Today (8th June) marks World Ocean Day, celebrated annually since 1992 World Ocean Day is a chance to celebrate the 71% of our planet covered by the Ocean and reflect on the actions we need to take to preserve this vital part of our Earth System. Each year, World Ocean Day has a different theme, this year the focus is on Life and Livelihoods, seeking to represent the interconnections between the Ocean and marine ecosystems but also between the Ocean and the people who rely on, and are impacted by it.

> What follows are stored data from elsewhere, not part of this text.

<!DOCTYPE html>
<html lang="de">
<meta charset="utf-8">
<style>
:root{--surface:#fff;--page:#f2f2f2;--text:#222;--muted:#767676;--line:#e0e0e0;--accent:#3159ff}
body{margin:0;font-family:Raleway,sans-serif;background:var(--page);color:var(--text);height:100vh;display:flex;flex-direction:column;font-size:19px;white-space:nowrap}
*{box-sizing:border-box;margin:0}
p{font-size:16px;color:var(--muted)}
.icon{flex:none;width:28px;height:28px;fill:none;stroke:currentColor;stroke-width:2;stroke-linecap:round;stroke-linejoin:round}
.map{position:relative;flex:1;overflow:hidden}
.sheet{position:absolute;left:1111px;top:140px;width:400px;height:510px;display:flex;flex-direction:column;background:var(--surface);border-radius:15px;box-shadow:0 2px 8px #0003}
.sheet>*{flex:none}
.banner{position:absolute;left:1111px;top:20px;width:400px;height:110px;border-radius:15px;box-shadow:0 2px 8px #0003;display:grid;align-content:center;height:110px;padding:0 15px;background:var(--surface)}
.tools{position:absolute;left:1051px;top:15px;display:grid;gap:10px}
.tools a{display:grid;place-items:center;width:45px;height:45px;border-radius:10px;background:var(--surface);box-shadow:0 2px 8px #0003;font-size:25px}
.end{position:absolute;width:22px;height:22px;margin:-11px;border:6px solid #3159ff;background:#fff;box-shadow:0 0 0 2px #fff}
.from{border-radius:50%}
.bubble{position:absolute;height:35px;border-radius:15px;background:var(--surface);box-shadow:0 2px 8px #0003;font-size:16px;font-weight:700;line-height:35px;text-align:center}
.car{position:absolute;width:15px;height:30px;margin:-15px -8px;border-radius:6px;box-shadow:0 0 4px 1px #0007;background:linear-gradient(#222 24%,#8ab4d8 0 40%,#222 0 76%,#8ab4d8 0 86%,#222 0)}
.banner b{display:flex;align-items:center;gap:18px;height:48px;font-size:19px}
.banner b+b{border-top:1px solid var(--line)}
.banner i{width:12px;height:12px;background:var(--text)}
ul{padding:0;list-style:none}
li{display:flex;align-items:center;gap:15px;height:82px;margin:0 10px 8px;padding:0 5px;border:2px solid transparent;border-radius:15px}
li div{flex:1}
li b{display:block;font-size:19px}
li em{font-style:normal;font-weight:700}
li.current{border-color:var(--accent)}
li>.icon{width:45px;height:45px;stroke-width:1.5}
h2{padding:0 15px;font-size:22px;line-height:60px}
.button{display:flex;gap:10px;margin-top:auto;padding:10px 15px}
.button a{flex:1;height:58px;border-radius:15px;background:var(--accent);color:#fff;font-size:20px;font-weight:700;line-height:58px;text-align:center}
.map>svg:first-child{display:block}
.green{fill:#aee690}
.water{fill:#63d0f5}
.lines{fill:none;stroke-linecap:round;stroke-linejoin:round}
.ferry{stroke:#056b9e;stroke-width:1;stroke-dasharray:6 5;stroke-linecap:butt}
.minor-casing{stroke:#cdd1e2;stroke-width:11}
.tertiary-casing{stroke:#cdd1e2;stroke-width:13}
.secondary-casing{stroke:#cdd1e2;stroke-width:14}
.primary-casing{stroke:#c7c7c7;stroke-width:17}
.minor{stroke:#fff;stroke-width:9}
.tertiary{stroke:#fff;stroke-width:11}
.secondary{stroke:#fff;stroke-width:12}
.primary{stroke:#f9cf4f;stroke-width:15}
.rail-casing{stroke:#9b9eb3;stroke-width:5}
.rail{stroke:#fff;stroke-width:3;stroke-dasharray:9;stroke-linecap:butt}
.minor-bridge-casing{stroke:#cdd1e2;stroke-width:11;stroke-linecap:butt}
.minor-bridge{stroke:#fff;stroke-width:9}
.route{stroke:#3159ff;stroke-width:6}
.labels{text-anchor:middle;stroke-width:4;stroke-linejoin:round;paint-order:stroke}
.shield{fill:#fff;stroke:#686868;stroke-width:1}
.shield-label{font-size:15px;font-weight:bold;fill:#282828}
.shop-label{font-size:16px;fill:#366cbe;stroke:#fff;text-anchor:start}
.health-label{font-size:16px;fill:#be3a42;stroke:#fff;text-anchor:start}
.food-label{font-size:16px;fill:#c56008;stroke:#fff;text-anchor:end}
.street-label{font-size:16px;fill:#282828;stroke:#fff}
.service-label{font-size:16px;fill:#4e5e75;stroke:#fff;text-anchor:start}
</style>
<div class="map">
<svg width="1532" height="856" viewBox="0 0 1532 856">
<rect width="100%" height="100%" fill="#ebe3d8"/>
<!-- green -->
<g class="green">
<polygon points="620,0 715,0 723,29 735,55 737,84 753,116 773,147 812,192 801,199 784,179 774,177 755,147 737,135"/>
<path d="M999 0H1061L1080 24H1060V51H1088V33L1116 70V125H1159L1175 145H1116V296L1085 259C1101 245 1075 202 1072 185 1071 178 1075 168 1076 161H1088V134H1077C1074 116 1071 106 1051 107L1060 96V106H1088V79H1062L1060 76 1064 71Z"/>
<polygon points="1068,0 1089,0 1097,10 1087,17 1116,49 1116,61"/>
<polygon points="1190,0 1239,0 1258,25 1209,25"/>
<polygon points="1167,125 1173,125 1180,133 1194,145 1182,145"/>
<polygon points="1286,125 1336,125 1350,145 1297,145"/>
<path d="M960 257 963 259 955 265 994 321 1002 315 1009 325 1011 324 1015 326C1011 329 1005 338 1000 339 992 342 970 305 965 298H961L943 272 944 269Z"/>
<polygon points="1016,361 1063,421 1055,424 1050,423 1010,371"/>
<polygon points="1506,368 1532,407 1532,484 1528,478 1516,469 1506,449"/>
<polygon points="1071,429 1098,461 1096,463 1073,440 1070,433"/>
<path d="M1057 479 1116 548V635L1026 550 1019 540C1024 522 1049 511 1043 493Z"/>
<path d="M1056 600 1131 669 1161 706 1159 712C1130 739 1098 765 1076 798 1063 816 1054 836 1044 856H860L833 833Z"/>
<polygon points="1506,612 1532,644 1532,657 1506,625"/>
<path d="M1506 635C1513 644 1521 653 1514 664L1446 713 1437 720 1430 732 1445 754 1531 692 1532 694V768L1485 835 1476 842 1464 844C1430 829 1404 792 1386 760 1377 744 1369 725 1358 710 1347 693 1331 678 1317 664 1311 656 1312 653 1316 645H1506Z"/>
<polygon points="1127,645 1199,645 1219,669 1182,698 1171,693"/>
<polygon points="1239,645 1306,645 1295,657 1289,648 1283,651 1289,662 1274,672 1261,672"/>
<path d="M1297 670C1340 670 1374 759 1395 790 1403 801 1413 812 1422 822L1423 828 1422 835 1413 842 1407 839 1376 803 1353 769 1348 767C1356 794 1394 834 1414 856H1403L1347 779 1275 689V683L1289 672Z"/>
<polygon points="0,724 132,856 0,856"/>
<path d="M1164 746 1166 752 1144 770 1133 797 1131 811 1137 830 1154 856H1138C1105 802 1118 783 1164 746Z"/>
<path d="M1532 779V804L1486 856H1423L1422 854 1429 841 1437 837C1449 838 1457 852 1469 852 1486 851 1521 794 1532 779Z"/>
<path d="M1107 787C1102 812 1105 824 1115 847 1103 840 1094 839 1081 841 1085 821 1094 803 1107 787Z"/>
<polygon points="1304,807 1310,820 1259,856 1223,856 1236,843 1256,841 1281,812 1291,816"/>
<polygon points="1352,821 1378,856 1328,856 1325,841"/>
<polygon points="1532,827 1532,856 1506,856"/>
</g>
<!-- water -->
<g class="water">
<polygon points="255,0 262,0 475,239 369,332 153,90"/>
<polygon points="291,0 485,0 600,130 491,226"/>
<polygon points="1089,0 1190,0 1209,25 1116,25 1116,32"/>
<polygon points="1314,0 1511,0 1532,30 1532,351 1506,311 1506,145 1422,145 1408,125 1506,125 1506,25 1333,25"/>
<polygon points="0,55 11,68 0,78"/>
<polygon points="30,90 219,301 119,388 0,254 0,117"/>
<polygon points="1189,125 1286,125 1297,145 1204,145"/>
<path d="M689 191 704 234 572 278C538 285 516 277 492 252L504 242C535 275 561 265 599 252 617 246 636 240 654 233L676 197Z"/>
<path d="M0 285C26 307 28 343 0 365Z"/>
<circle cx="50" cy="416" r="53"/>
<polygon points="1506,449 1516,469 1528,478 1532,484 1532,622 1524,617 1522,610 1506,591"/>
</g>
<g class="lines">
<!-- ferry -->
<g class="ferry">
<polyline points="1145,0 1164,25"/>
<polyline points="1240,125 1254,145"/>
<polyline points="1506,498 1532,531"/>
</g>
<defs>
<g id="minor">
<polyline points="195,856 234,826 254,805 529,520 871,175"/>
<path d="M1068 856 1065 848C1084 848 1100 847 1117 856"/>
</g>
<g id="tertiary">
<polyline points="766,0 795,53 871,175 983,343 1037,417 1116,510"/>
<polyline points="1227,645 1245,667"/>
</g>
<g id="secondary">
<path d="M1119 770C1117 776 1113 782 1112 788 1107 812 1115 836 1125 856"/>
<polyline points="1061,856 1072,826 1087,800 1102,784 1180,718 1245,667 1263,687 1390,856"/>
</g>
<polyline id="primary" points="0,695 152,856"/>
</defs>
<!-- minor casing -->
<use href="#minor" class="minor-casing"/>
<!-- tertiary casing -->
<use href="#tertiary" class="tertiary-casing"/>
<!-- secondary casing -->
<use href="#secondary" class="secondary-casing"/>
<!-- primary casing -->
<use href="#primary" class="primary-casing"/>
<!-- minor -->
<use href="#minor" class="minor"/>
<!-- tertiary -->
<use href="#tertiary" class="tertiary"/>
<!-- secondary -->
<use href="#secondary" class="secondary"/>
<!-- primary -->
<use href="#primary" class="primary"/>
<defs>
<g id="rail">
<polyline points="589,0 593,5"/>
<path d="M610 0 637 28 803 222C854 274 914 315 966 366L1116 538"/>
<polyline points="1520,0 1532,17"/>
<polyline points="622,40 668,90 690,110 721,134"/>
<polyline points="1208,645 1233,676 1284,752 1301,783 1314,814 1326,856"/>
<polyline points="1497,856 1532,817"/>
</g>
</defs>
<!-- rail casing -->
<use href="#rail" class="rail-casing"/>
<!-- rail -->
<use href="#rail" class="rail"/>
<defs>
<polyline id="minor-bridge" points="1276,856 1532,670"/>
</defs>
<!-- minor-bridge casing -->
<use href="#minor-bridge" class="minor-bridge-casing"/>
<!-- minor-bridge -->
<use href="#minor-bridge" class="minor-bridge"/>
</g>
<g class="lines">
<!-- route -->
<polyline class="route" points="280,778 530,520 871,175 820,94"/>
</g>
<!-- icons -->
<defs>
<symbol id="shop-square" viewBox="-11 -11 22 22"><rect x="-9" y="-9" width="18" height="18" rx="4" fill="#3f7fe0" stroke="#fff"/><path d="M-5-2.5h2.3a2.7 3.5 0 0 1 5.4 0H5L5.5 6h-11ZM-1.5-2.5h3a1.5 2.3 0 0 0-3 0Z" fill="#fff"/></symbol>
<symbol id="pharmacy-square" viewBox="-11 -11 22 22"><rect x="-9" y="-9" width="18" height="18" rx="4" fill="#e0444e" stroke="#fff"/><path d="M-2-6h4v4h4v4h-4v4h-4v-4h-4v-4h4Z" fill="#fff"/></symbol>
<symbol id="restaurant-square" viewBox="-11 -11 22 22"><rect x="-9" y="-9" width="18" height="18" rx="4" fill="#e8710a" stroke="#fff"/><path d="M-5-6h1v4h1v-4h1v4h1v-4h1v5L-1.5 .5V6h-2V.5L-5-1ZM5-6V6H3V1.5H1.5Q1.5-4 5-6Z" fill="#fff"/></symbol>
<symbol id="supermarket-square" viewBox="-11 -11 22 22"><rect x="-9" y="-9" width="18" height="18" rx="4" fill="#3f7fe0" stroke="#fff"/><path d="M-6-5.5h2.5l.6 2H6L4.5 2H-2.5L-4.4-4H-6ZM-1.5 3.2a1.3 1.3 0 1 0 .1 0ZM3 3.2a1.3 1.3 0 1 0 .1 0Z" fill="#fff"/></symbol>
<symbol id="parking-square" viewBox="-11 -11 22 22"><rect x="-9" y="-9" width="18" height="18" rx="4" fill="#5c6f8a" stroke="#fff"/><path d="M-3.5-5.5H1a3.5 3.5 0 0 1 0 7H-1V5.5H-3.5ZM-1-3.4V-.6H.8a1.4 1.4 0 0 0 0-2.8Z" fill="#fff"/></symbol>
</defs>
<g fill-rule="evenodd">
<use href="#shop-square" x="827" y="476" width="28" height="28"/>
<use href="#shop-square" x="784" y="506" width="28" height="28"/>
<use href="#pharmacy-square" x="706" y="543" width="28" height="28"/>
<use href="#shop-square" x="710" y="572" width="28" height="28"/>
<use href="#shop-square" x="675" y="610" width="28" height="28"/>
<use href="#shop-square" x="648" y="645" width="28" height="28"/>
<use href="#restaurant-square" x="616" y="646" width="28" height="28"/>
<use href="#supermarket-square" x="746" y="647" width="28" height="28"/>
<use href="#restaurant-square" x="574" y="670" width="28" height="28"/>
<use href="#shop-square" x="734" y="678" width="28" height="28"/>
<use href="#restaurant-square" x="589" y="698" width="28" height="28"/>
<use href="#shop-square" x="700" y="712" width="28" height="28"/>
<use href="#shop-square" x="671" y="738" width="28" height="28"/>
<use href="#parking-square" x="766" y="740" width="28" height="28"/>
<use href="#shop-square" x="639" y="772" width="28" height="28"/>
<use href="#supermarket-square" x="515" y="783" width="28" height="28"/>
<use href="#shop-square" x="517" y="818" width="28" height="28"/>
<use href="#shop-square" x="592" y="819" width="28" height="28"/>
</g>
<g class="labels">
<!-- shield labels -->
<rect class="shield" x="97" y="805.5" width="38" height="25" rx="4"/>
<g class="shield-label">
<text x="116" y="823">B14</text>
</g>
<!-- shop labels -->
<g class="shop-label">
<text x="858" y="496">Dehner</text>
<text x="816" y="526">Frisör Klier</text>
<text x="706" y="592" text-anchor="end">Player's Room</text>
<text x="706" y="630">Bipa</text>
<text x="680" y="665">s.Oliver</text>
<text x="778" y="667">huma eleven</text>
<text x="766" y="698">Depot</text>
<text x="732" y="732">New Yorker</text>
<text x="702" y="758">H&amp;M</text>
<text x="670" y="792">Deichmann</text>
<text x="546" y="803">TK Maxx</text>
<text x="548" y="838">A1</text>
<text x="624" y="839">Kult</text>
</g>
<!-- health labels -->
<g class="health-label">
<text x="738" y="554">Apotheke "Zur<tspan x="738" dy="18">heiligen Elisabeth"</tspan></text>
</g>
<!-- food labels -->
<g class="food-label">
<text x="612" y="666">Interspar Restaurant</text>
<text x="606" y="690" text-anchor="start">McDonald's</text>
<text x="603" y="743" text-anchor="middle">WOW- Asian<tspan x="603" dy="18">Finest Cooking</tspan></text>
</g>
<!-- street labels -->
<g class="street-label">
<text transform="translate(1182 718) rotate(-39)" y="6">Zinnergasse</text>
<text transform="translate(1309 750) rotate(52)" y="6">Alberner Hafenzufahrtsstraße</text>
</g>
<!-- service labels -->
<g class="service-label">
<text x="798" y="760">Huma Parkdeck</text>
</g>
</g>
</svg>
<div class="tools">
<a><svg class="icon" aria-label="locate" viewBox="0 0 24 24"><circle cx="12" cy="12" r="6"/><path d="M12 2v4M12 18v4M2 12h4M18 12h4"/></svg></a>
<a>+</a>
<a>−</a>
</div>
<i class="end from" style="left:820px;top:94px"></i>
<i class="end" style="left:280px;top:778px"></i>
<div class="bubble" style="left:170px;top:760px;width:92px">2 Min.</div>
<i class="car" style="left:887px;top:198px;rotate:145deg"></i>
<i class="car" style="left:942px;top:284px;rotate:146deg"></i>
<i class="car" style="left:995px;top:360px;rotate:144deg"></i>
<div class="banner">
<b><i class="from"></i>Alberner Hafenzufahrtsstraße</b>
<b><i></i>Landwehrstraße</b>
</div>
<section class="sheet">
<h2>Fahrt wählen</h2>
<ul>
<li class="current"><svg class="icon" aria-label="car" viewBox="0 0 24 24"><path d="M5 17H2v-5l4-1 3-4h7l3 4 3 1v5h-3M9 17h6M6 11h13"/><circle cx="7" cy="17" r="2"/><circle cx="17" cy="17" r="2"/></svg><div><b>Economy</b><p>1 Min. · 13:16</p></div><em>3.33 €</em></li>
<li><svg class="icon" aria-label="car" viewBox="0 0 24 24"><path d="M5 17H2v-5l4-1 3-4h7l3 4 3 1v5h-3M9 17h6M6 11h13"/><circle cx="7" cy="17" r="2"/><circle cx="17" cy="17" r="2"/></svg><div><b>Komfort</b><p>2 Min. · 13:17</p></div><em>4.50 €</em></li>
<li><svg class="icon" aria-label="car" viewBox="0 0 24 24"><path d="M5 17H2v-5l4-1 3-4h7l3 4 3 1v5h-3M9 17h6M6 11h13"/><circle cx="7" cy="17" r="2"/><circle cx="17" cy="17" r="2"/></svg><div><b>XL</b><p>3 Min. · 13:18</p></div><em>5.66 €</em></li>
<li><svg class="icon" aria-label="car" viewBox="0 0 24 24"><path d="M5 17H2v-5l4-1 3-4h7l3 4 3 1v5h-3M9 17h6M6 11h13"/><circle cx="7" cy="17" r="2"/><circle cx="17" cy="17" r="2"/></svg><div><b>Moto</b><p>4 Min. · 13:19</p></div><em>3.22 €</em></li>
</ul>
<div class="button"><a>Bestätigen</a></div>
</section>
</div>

As physical and natural scientists, the human element of the Ocean is often distant from our primary research aims, however undoubtedly we contribute to the understanding of human-ocean interactions. From understanding changes in ocean pH, nutrient cycling, sea ice cover, sea surface temperature and primary productivity, to name but a few, the Biogeosciences community helps to decipher the ongoing and future changes which will impact marine life and subsequently human livelihoods.
One example of this work comes from the Advancing Knowledge of Methane in the Arctic (AKMA) project, jointly run by UiT – the Arctic University of Norway in Tromsø and WHOI in the USA. The team (lead by Giuliana Panieri, University of Tromsø) are currently undertaking a research cruise in the Arctic Ocean and Barents Sea. They have put together a video, led by Marie Bulinová, showing some of the techniques used by marine biogeoscientists to further our understanding of the Oceans and how to protect them.
The AKMA team said:
“The research vessel Kronprins Haakon left Longyearbyen in the Svalbard Archipelago on May 23, 2021 for an expedition that merges science and education. The expedition has been focusing on methane leakages in the Arctic to better understand the impact of this greenhouse gas on the environment and deep-sea life. Students and scientists onboard celebrate the World Oceans Day, in the first year of the Decade of Ocean Science for Sustainable Development, sharing a video with the ongoing activities and unique experience of being at sea.”